Foto Darco TT

La sociedad que yo conozco tiene mucha tendencia a estigmatizar a las personas. Ha sido así en otros tiempos, sigue siéndolo en la actualidad y estoy convencido de que nada cambiará en el futuro. Esa tendencia al desdoro, a la afrenta, al desprestigio, a la ofensa pública parece complacer mucho a los que detectan a personas que, con mayores o menores méritos, la merecen. ¿Cuál es el estigma de los políticos? Todo el mundo está de acuerdo en que la política conjuga a las mil maravillas con la corrupción, el despilfarro, el abuso de autoridad, los privilegios y la ineficiencia en la gestión (de lo que no es suyo). Los políticos, sin duda merecidamente, arrastran un desprecio social unánime por su dejadez, su ventajismo, su incompetencia, su nepotismo y su desvergüenza. El problema es que, al tratarse de un estigma, no admite excepciones. Ello perjudica gravemente a las personas honradas que sienten auténtico interés por lo público y dedican lo mejor de sus capacidades, a veces en perjuicio de su propia familia, a gestionar la cosa pública.

Lo curioso del asunto, sin embargo, no es eso, sino el efecto final que produce una causa tan clara.

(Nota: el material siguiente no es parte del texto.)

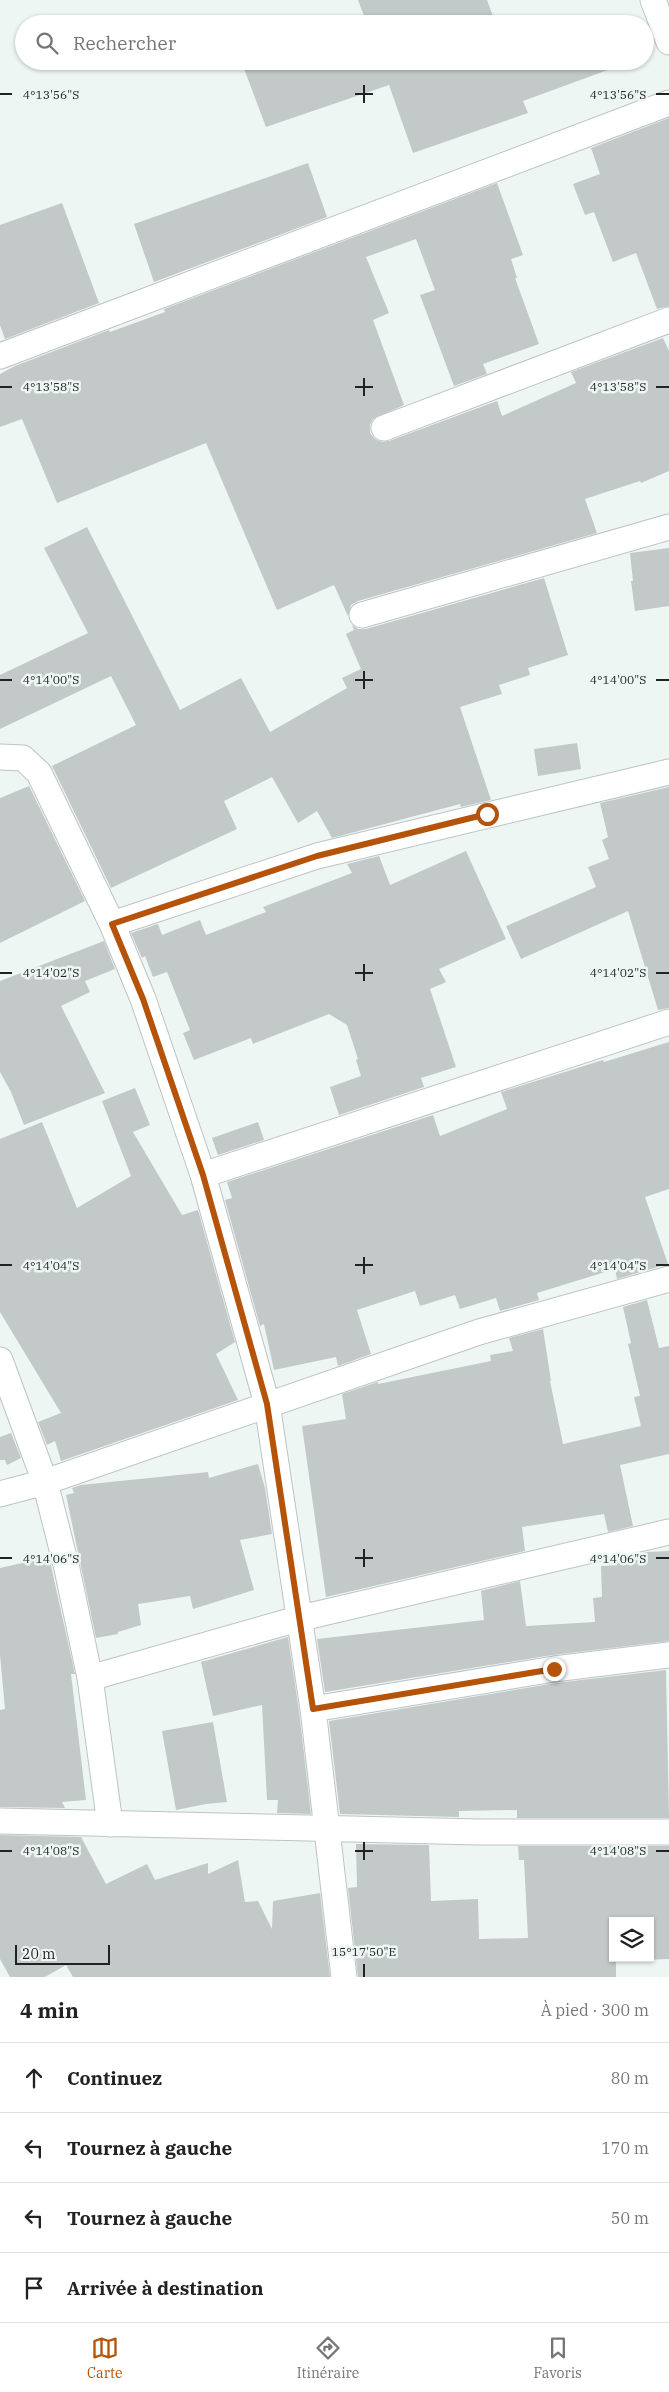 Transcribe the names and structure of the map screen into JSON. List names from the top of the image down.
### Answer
{
  "scale_bar": "20 m",
  "page": {
    "search": "Rechercher",
    "scale": "20 m",
    "heading": ["4 min", "À pied · 300 m"],
    "list": [
      ["Continuez", "80 m"],
      ["Tournez à gauche", "170 m"],
      ["Tournez à gauche", "50 m"],
      "Arrivée à destination"
    ],
    "nav": ["Carte", "Itinéraire", "Favoris"]
  },
  "coordinates": [
    "4°13'56\"S",
    "4°13'58\"S",
    "4°14'00\"S",
    "4°14'02\"S",
    "4°14'04\"S",
    "4°14'06\"S",
    "4°14'08\"S",
    "15°17'50\"E"
  ]
}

Gestores políticos manifiestamente incompetentes como José María Barreda (ex-presidente de una comunidad autónoma) campa a sus anchas, sin ningún rubor, en los medios de comunicación tras provocar una debacle financiera que afecta a 2 millones de personas. Políticos de enjundia, con sospechas judiciales de corrupción, como Francisco Camps vive a las mil maravillas en su retiro dorado tras arruinar a su comunidad autónoma (deuda pública del 11% del PIB y amenaza de suspensión de pagos a los bancos). En estas circunstancias este prohombre fue elegido por mayoría absoluta como el mejor de los ciudadanos de su entorno («el president»). Alfredo Pérez Rubalcaba, célebre hombre de estado y experimentado político, toma las riendas de un partido mayoritario tras pertenecer al gobierno de consecuencias más desastrosas para los ciudadanos de toda la democracia. Felipe Gonzalez, adalid de la izquierda y el compromiso social, tiene la cara dura de dar lecciones a su propio partido después de verse implicado en gravísimos casos de corrupción que llevaron a las mazmorras del estado a ministros y altos cargos.

El estigma social de los políticos es falso. La sociedad no reacciona de manera natural. A nadie en su sano juicio se le ocurriría nombrar delegado del curso al hazmerreir de su promoción, ni nadie aceptaría promover al «Dioni» a la Jefatura del Gobierno de España (creo). ¿Cómo es posible que tanto mangante archiconocido enternezca electoralmente a los votantes una y otra vez? ¿Cómo puede ser que entre 46 millones de personas no haya nada mejor que lo que hay? ¿Cómo podemos explicarnos a nosotros mismos que permitimos que nos gobiernen los que sabemos que gobiernan mal?

Queridos colegas en la ciudadanía, despertemos y apostemos por alternativas a lo existente. Sea quien sea el sustituto de nuestros líderes será difícil que lo haga peor. Seamos coherentes con nuestros pensamientos y ejerzamos nuestro deber de ciudadanos (no todo son derechos).